Stored data entries
---------------

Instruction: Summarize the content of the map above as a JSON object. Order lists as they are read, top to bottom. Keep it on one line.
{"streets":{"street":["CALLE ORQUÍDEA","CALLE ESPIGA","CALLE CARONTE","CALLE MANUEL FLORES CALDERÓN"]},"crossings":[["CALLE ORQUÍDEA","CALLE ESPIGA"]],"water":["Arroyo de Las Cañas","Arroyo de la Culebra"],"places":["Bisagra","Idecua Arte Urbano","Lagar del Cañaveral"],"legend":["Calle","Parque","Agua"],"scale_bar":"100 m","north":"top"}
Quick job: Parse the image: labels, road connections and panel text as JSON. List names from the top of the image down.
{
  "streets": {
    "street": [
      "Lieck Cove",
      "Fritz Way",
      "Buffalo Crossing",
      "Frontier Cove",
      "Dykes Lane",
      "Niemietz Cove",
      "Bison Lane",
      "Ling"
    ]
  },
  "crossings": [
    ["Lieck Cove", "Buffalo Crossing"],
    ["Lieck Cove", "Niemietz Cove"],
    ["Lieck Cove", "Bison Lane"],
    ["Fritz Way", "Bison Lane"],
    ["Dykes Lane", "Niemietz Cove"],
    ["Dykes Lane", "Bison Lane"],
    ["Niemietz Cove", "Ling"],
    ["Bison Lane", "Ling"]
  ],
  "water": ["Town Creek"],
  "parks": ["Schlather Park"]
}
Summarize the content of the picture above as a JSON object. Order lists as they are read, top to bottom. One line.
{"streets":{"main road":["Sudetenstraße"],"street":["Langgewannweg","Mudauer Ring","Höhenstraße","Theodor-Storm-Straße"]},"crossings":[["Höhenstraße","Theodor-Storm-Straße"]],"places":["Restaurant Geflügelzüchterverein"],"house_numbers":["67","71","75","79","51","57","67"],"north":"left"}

---------------

Take the line with "Summarize the content of the picture" and every line after it in the data, and please reproduce them exactly, leaving out all other lines.

Summarize the content of the picture above as a JSON object. Order lists as they are read, top to bottom. One line.
{"streets":{"main road":["Sudetenstraße"],"street":["Langgewannweg","Mudauer Ring","Höhenstraße","Theodor-Storm-Straße"]},"crossings":[["Höhenstraße","Theodor-Storm-Straße"]],"places":["Restaurant Geflügelzüchterverein"],"house_numbers":["67","71","75","79","51","57","67"],"north":"left"}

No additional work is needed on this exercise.